The word "badge": in how many lines of the records does it appear? Reply with the number alone.

[[ PROVIDED MATERIAL, beginning ]]

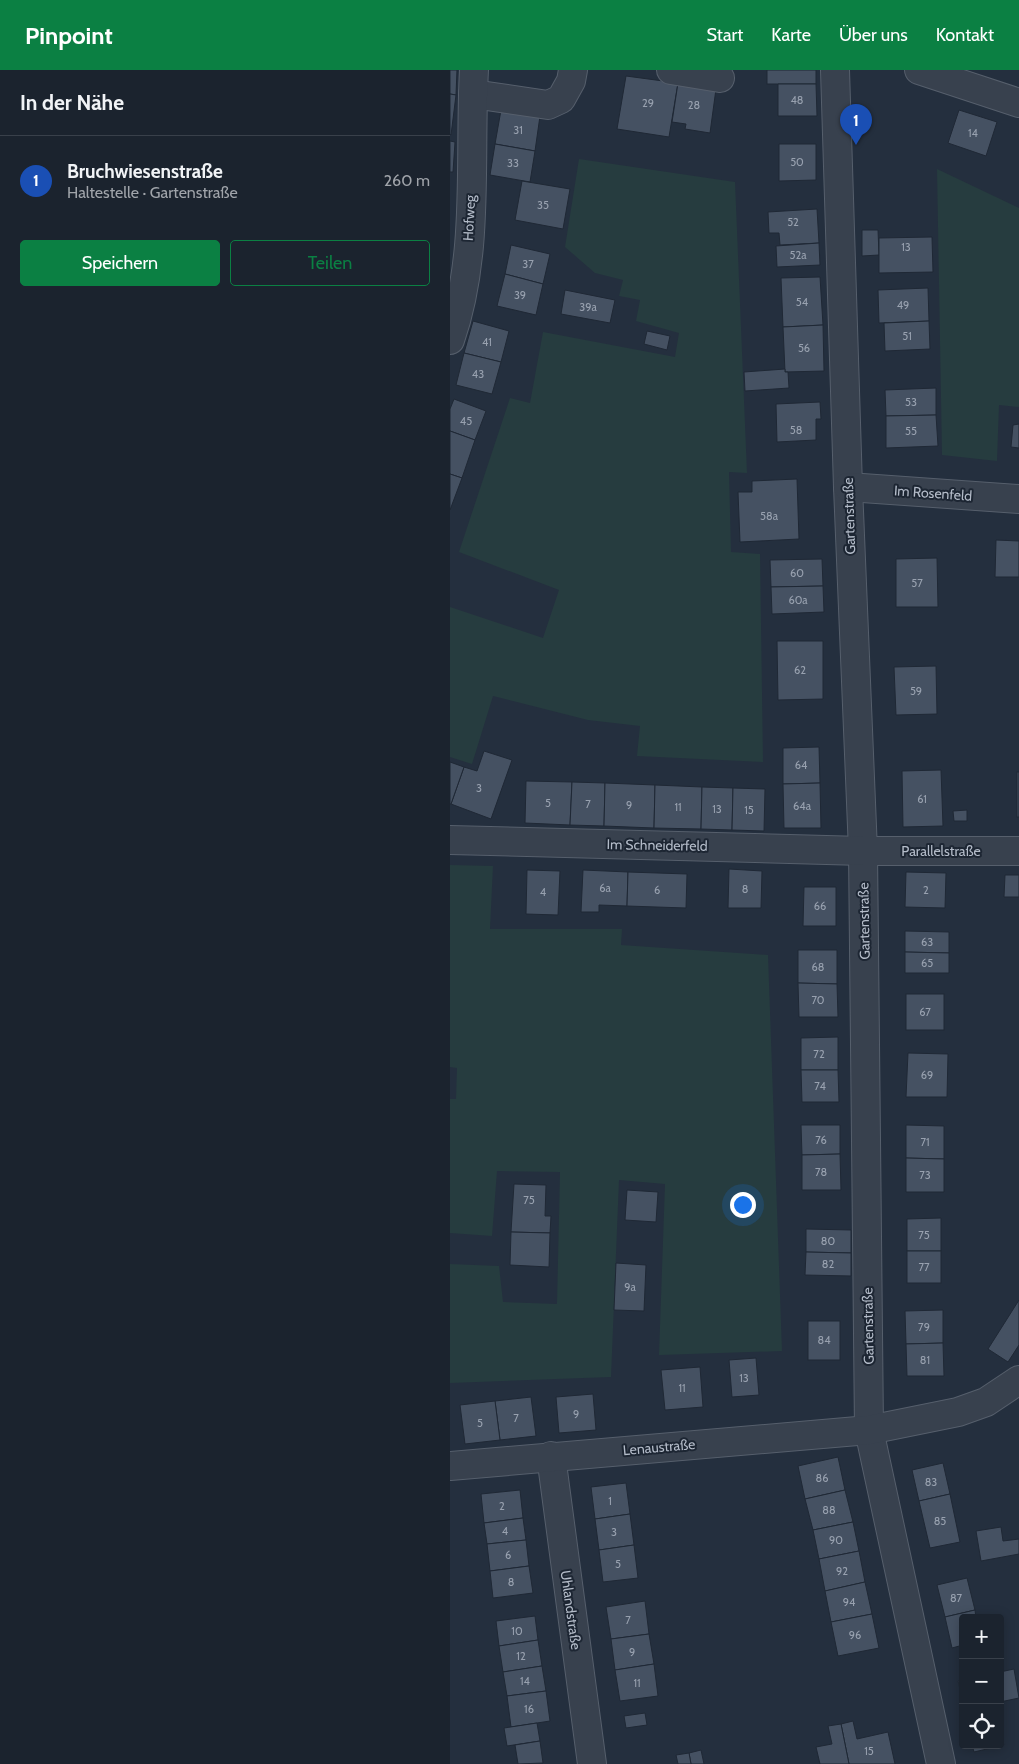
<!DOCTYPE html>
<html lang="de">
<meta charset="utf-8">
<style>
body{margin:0;font-family:Cabin,sans-serif;background:#242b36;color:#f1f3f6}
.controls{position:absolute;right:15px;bottom:15px;display:grid;overflow:hidden;border-radius:5px;box-shadow:0 2px 12px #0003}
.controls button{width:45px;height:45px;display:grid;place-items:center;padding:0;border:0;border-bottom:1px solid #39404a;background:#1b232e;color:#f1f3f6;font:25px sans-serif}
.you{position:absolute;left:292px;top:1134px;width:18px;height:18px;margin:-12px;border:4px solid #fff;border-radius:50%;background:#1a73e8;box-shadow:0 0 0 8px #1a73e833}
.badge{display:grid;place-items:center;width:32px;height:32px;border-radius:50%;background:#0b8043;color:#fff;font-size:16px;font-weight:700}
.pin{position:absolute;translate:-50% -41px;filter:drop-shadow(0 1px 2px #0008)}
.pin::after{content:'';position:absolute;top:26px;width:18px;height:15px;background:inherit;clip-path:polygon(0 0,100% 0,50% 100%)}
.list{margin:0;padding:0;list-style:none}
h2{display:flex;justify-content:space-between;align-items:center;height:65px;margin:0;padding:0 20px;font-size:21px}
h2 small{font-size:16px;font-weight:400;color:#a0a4aa}
.list li{display:grid;grid-template-columns:32px 1fr auto;gap:15px;align-items:center;box-sizing:border-box;height:90px;padding:0 20px;border-top:1px solid #39404a}
.list b{display:block;font-size:19px;white-space:nowrap}
.list p{margin:0;font-size:16px;white-space:nowrap;color:#a0a4aa}
.list em{font-size:16px;font-style:normal;color:#a0a4aa}
.actions{display:flex;gap:10px;padding:15px 20px}
.actions a{flex:1;padding:11px 0;border:1px solid #0b8043;border-radius:5px;text-align:center;font-size:18px;color:#0b8043}
.actions .main{background:#0b8043;color:#fff}
.icon{flex:none;width:28px;height:28px;fill:none;stroke:currentColor;stroke-width:2;stroke-linecap:round;stroke-linejoin:round}
.map{position:relative;flex:none;width:569px;height:1694px;overflow:hidden}
header{display:flex;align-items:center;gap:30px;box-sizing:border-box;height:70px;padding:0 25px;background:#0b8043;color:#fff}
header strong{font-size:24px}
nav{display:flex;gap:28px;margin-inline-start:auto;font-size:18px}
main{display:flex}
aside{flex:1;background:#1b232e}
.map>svg:first-child{display:block}
</style>
<header>
<strong>Pinpoint</strong>
<nav><a>Start</a><a>Karte</a><a>Über uns</a><a>Kontakt</a></nav>
</header>
<main>
<aside>
<h2>In der Nähe<small></small></h2>
<ul class="list">
<li><span class="badge" style="background:#1a4fb4">1</span><div><b>Bruchwiesenstraße</b><p>Haltestelle · Gartenstraße</p></div><em>260 m</em></li>
</ul>
<div class="actions"><a class="main">Speichern</a><a>Teilen</a></div>
</aside>
<div class="map">
<svg width="569" height="1694" viewBox="0 0 569 1694">
<rect width="100%" height="100%" fill="#242f3e"/>
<g fill="#263c3f">
<polygon points="129,89 285,112 297,403 279,402 281,482 310,484 313,692 187,686 190,656 138,650 43,626 22,694 0,687 0,537 93,568 109,520 9,482 60,328 80,333 93,262 225,287 229,263 186,251 190,230 169,226 173,210 145,203 115,177"/>
<polygon points="487,99 569,138 569,337 549,335 547,391 492,385"/>
<polygon points="0,795 43,796 40,859 172,859 171,875 318,885 332,1281 209,1285 215,1114 169,1110 161,1307 0,1313 0,1194 49,1196 53,1232 107,1234 110,1102 47,1101 42,1166 0,1163 0,1029 6,1029 7,998 0,997"/>
</g>
<g fill="#455162" stroke="#1f2835">
<polygon points="0,0 7,0 6,25 0,24"/>
<rect x="317" y="0" width="49" height="14"/>
<polygon points="176,6 228,13 219,67 167,59"/>
<polygon points="228,13 266,19 260,63 235,59 236,54 222,52"/>
<polygon points="328,14 366,14 367,46 328,46"/>
<polygon points="0,24 6,25 1,65 0,64"/>
<polygon points="51,40 90,46 85,81 45,74"/>
<polygon points="509,40 547,52 536,86 498,73"/>
<polygon points="0,71 5,72 3,102 0,102"/>
<polygon points="45,74 85,81 80,112 40,105"/>
<polygon points="329,74 366,74 366,110 329,111"/>
<polygon points="72,111 120,119 113,159 65,150"/>
<polygon points="367,139 369,173 330,175 329,163 319,163 318,142"/>
<polygon points="412,160 428,160 429,185 412,186"/>
<polygon points="482,167 483,202 429,203 429,168"/>
<polygon points="369,173 370,195 327,197 326,176"/>
<polygon points="61,175 100,184 93,214 55,204"/>
<polygon points="55,204 93,214 86,245 47,236"/>
<polygon points="370,207 373,255 333,257 331,208"/>
<polygon points="478,218 479,251 429,253 428,220"/>
<polygon points="115,220 165,230 160,253 111,244"/>
<polygon points="23,251 59,261 51,292 14,283"/>
<polygon points="479,251 480,279 435,281 434,253"/>
<polygon points="373,255 374,301 335,302 333,257"/>
<polygon points="197,261 220,266 217,280 194,274"/>
<polygon points="14,283 51,292 42,324 6,315"/>
<polygon points="335,299 335,302 338,302 339,318 295,321 294,302"/>
<polygon points="486,318 486,345 436,346 435,320"/>
<polygon points="4,329 36,341 25,370 0,361 0,339"/>
<polygon points="370,332 371,349 366,349 366,370 327,372 326,334"/>
<polygon points="486,345 488,376 436,378 436,346"/>
<polygon points="569,354 569,378 561,377 563,355"/>
<polygon points="0,361 25,370 12,408 0,404"/>
<polygon points="0,404 12,408 0,440"/>
<polygon points="347,409 349,469 290,472 288,422 302,422 302,411"/>
<polygon points="546,470 569,471 569,507 545,507"/>
<polygon points="487,488 488,537 446,537 446,489"/>
<polygon points="372,489 373,516 321,517 320,490"/>
<polygon points="373,516 374,542 322,544 321,517"/>
<polygon points="327,571 373,571 373,629 328,630"/>
<polygon points="486,596 487,644 446,645 444,597"/>
<polygon points="369,677 370,713 333,714 333,678"/>
<polygon points="34,681 62,690 41,749 1,734 14,697 27,701"/>
<polygon points="0,692 14,697 1,734 0,734"/>
<polygon points="491,700 493,756 453,757 452,701"/>
<rect x="567" y="702" width="2" height="45"/>
<polygon points="76,711 122,712 120,755 75,753"/>
<polygon points="122,712 155,713 154,756 120,755"/>
<polygon points="155,713 205,715 204,758 154,756"/>
<polygon points="370,713 371,758 334,758 333,714"/>
<polygon points="205,715 252,717 251,759 204,758"/>
<polygon points="252,717 283,718 282,760 251,759"/>
<polygon points="283,718 315,719 314,761 282,760"/>
<polygon points="517,740 517,751 504,751 503,741"/>
<polygon points="279,799 312,801 311,838 278,838"/>
<polygon points="77,800 110,801 108,845 76,844"/>
<polygon points="133,800 178,802 177,836 149,835 149,842 131,842"/>
<polygon points="178,802 237,804 236,838 177,836"/>
<polygon points="456,802 496,803 495,838 455,837"/>
<polygon points="555,805 569,805 569,827 554,827"/>
<polygon points="354,817 386,817 386,856 353,856"/>
<polygon points="455,861 499,862 499,883 455,882"/>
<polygon points="348,880 387,880 387,914 348,913"/>
<polygon points="455,882 499,883 499,903 455,903"/>
<polygon points="348,913 387,914 388,947 349,947"/>
<rect x="456" y="924" width="38" height="36"/>
<polygon points="388,967 388,1000 351,1000 351,968"/>
<polygon points="458,983 498,984 497,1027 456,1027"/>
<polygon points="351,1000 388,1000 389,1032 352,1032"/>
<polygon points="351,1055 390,1055 390,1084 352,1085"/>
<polygon points="456,1055 494,1056 494,1089 456,1088"/>
<polygon points="390,1084 391,1120 352,1120 352,1085"/>
<polygon points="456,1088 494,1089 494,1122 456,1122"/>
<polygon points="64,1114 96,1115 95,1146 101,1146 100,1163 61,1162"/>
<polygon points="177,1120 208,1122 206,1152 175,1150"/>
<polygon points="491,1148 491,1181 457,1181 457,1149"/>
<polygon points="356,1159 401,1160 401,1183 356,1182"/>
<polygon points="61,1162 100,1163 99,1197 60,1195"/>
<rect x="457" y="1181" width="34" height="32"/>
<polygon points="356,1182 401,1183 401,1206 355,1205"/>
<polygon points="166,1193 196,1195 194,1241 164,1240"/>
<polygon points="569,1230 569,1275 558,1292 538,1279"/>
<polygon points="493,1240 493,1273 456,1274 455,1241"/>
<rect x="358" y="1251" width="32" height="39"/>
<polygon points="493,1273 494,1306 457,1306 456,1274"/>
<polygon points="306,1288 309,1325 282,1327 279,1290"/>
<polygon points="250,1297 253,1337 215,1340 211,1300"/>
<polygon points="143,1324 146,1360 109,1363 106,1327"/>
<polygon points="81,1327 86,1366 50,1370 45,1331"/>
<polygon points="45,1331 50,1370 15,1374 10,1335"/>
<polygon points="388,1387 395,1420 355,1429 348,1396"/>
<polygon points="493,1393 500,1424 469,1431 462,1400"/>
<polygon points="176,1413 180,1444 145,1449 141,1417"/>
<polygon points="70,1420 73,1448 34,1453 31,1424"/>
<polygon points="395,1420 403,1452 363,1460 355,1429"/>
<polygon points="500,1424 510,1472 480,1478 469,1431"/>
<polygon points="180,1444 184,1475 149,1480 145,1449"/>
<polygon points="73,1448 76,1470 37,1474 34,1453"/>
<polygon points="403,1452 409,1481 369,1489 363,1460"/>
<polygon points="551,1457 553,1471 569,1469 569,1484 531,1491 526,1461"/>
<polygon points="76,1470 79,1496 40,1501 37,1474"/>
<polygon points="184,1475 188,1508 153,1512 149,1480"/>
<polygon points="409,1481 415,1512 375,1521 369,1489"/>
<polygon points="79,1496 83,1523 43,1528 40,1501"/>
<polygon points="517,1508 525,1540 495,1547 487,1515"/>
<polygon points="415,1512 422,1544 381,1552 375,1521"/>
<polygon points="195,1531 199,1564 161,1569 156,1537"/>
<polygon points="525,1540 526,1548 513,1548 513,1575 502,1578 495,1547"/>
<polygon points="422,1544 429,1578 388,1586 381,1552"/>
<polygon points="85,1546 88,1570 49,1576 46,1551"/>
<polygon points="199,1564 204,1594 165,1600 161,1569"/>
<polygon points="88,1570 92,1596 53,1602 49,1576"/>
<polygon points="204,1594 208,1626 170,1631 165,1600"/>
<polygon points="92,1596 96,1621 57,1626 53,1602"/>
<polygon points="564,1599 569,1628 550,1632 550,1602"/>
<polygon points="513,1610 513,1631 508,1611"/>
<polygon points="96,1621 100,1651 61,1657 57,1626"/>
<polygon points="195,1643 197,1655 176,1658 174,1646"/>
<polygon points="403,1651 407,1669 438,1662 445,1694 399,1694 391,1654"/>
<polygon points="87,1653 90,1671 57,1676 54,1658"/>
<polygon points="391,1654 399,1694 370,1694 366,1677 382,1674 378,1656"/>
<polygon points="550,1660 554,1675 524,1682 522,1675 550,1675"/>
<polygon points="90,1671 93,1693 68,1694 65,1675"/>
<polygon points="251,1680 254,1694 241,1694 239,1683"/>
<polygon points="239,1683 241,1694 228,1694 226,1685"/>
</g>
<g fill="none" stroke-linecap="round" stroke-linejoin="round">
<g stroke="#565f6c" stroke-width="30">
<g id="street">
<polyline points="221,0 270,8"/>
<polyline points="385,0 398,417 413,781 419,1360 491,1694"/>
<polyline points="469,0 569,33"/>
<polyline points="23,24 98,35 111,29 121,11 123,0"/>
<path d="M0,270c30,-86 19,-181 24,-270"/>
<polyline points="398,417 569,429"/>
<polyline points="0,770 413,781 569,781"/>
<polyline points="101,1386 142,1694"/>
<polyline points="0,1396 419,1360 508,1342 536,1332 569,1310"/>
</g>
</g>
<use href="#street" stroke="#38414e" stroke-width="28"/>
</g>
<g text-anchor="middle" dominant-baseline="central" stroke-width="4" stroke-linejoin="round" paint-order="stroke">
<g font-size="11" fill="#98a1af">
<text x="347" y="30">48</text>
<text x="198" y="33">29</text>
<text x="244" y="35">28</text>
<text x="68" y="60">31</text>
<text x="523" y="63">14</text>
<text x="347" y="92">50</text>
<text x="63" y="93">33</text>
<text x="93" y="135">35</text>
<text x="343" y="152">52</text>
<text x="456" y="177">13</text>
<text x="348" y="185">52a</text>
<text x="78" y="194">37</text>
<text x="70" y="225">39</text>
<text x="352" y="232">54</text>
<text x="453" y="235">49</text>
<text x="138" y="237">39a</text>
<text x="457" y="266">51</text>
<text x="37" y="272">41</text>
<text x="354" y="278">56</text>
<text x="28" y="304">43</text>
<text x="461" y="332">53</text>
<text x="16" y="351">45</text>
<text x="346" y="360">58</text>
<text x="461" y="361">55</text>
<text x="319" y="446">58a</text>
<text x="347" y="503">60</text>
<text x="467" y="513">57</text>
<text x="348" y="530">60a</text>
<text x="350" y="600">62</text>
<text x="466" y="621">59</text>
<text x="351" y="695">64</text>
<text x="29" y="718">3</text>
<text x="472" y="729">61</text>
<text x="98" y="733">5</text>
<text x="138" y="734">7</text>
<text x="179" y="735">9</text>
<text x="352" y="736">64a</text>
<text x="228" y="737">11</text>
<text x="267" y="739">13</text>
<text x="299" y="740">15</text>
<text x="155" y="818">6a</text>
<text x="295" y="819">8</text>
<text x="207" y="820">6</text>
<text x="476" y="820">2</text>
<text x="93" y="822">4</text>
<text x="370" y="836">66</text>
<text x="477" y="872">63</text>
<text x="477" y="893">65</text>
<text x="368" y="897">68</text>
<text x="368" y="930">70</text>
<text x="475" y="942">67</text>
<text x="369" y="984">72</text>
<text x="477" y="1005">69</text>
<text x="370" y="1016">74</text>
<text x="371" y="1070">76</text>
<text x="475" y="1072">71</text>
<text x="371" y="1102">78</text>
<text x="475" y="1105">73</text>
<text x="79" y="1130">75</text>
<text x="474" y="1165">75</text>
<text x="378" y="1171">80</text>
<text x="378" y="1194">82</text>
<text x="474" y="1197">77</text>
<text x="180" y="1217">9a</text>
<text x="474" y="1257">79</text>
<text x="374" y="1270">84</text>
<text x="475" y="1290">81</text>
<text x="294" y="1308">13</text>
<text x="232" y="1318">11</text>
<text x="126" y="1344">9</text>
<text x="66" y="1348">7</text>
<text x="30" y="1353">5</text>
<text x="372" y="1408">86</text>
<text x="481" y="1412">83</text>
<text x="160" y="1431">1</text>
<text x="52" y="1436">2</text>
<text x="379" y="1440">88</text>
<text x="490" y="1451">85</text>
<text x="55" y="1461">4</text>
<text x="164" y="1462">3</text>
<text x="386" y="1470">90</text>
<text x="58" y="1485">6</text>
<text x="168" y="1494">5</text>
<text x="392" y="1501">92</text>
<text x="61" y="1512">8</text>
<text x="506" y="1528">87</text>
<text x="399" y="1532">94</text>
<text x="178" y="1550">7</text>
<text x="67" y="1561">10</text>
<text x="405" y="1565">96</text>
<text x="182" y="1582">9</text>
<text x="71" y="1586">12</text>
<text x="75" y="1611">14</text>
<text x="187" y="1613">11</text>
<text x="79" y="1639">16</text>
<text x="419" y="1681">15</text>
</g>
<g font-size="14" fill="#b4bcc9" stroke="#1d2633">
<text transform="translate(19 148) rotate(-87)">Hofweg</text>
<text transform="translate(483 423) rotate(4)">Im Rosenfeld</text>
<text transform="translate(399 446) rotate(-92)">Gartenstraße</text>
<text transform="translate(207 775) rotate(1)">Im Schneiderfeld</text>
<text x="491" y="781">Parallelstraße</text>
<text transform="translate(414 851) rotate(-91)">Gartenstraße</text>
<text transform="translate(418 1256) rotate(-91)">Gartenstraße</text>
<text transform="translate(209 1377) rotate(-5)">Lenaustraße</text>
<text transform="translate(121 1540) rotate(82)">Uhlandstraße</text>
</g>
</g>
</svg>
<div class="controls">
<button>+</button>
<button>−</button>
<button><svg class="icon" aria-label="locate" viewBox="0 0 24 24"><circle cx="12" cy="12" r="6"/><path d="M12 2v4M12 18v4M2 12h4M18 12h4"/></svg></button>
</div>
<div class="you"></div>
<div class="pin badge" style="left:406px;top:75px;background:#1a4fb4">1</div>
</div>
</main>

[[ PROVIDED MATERIAL, end ]]

**ANSWER BELOW**
3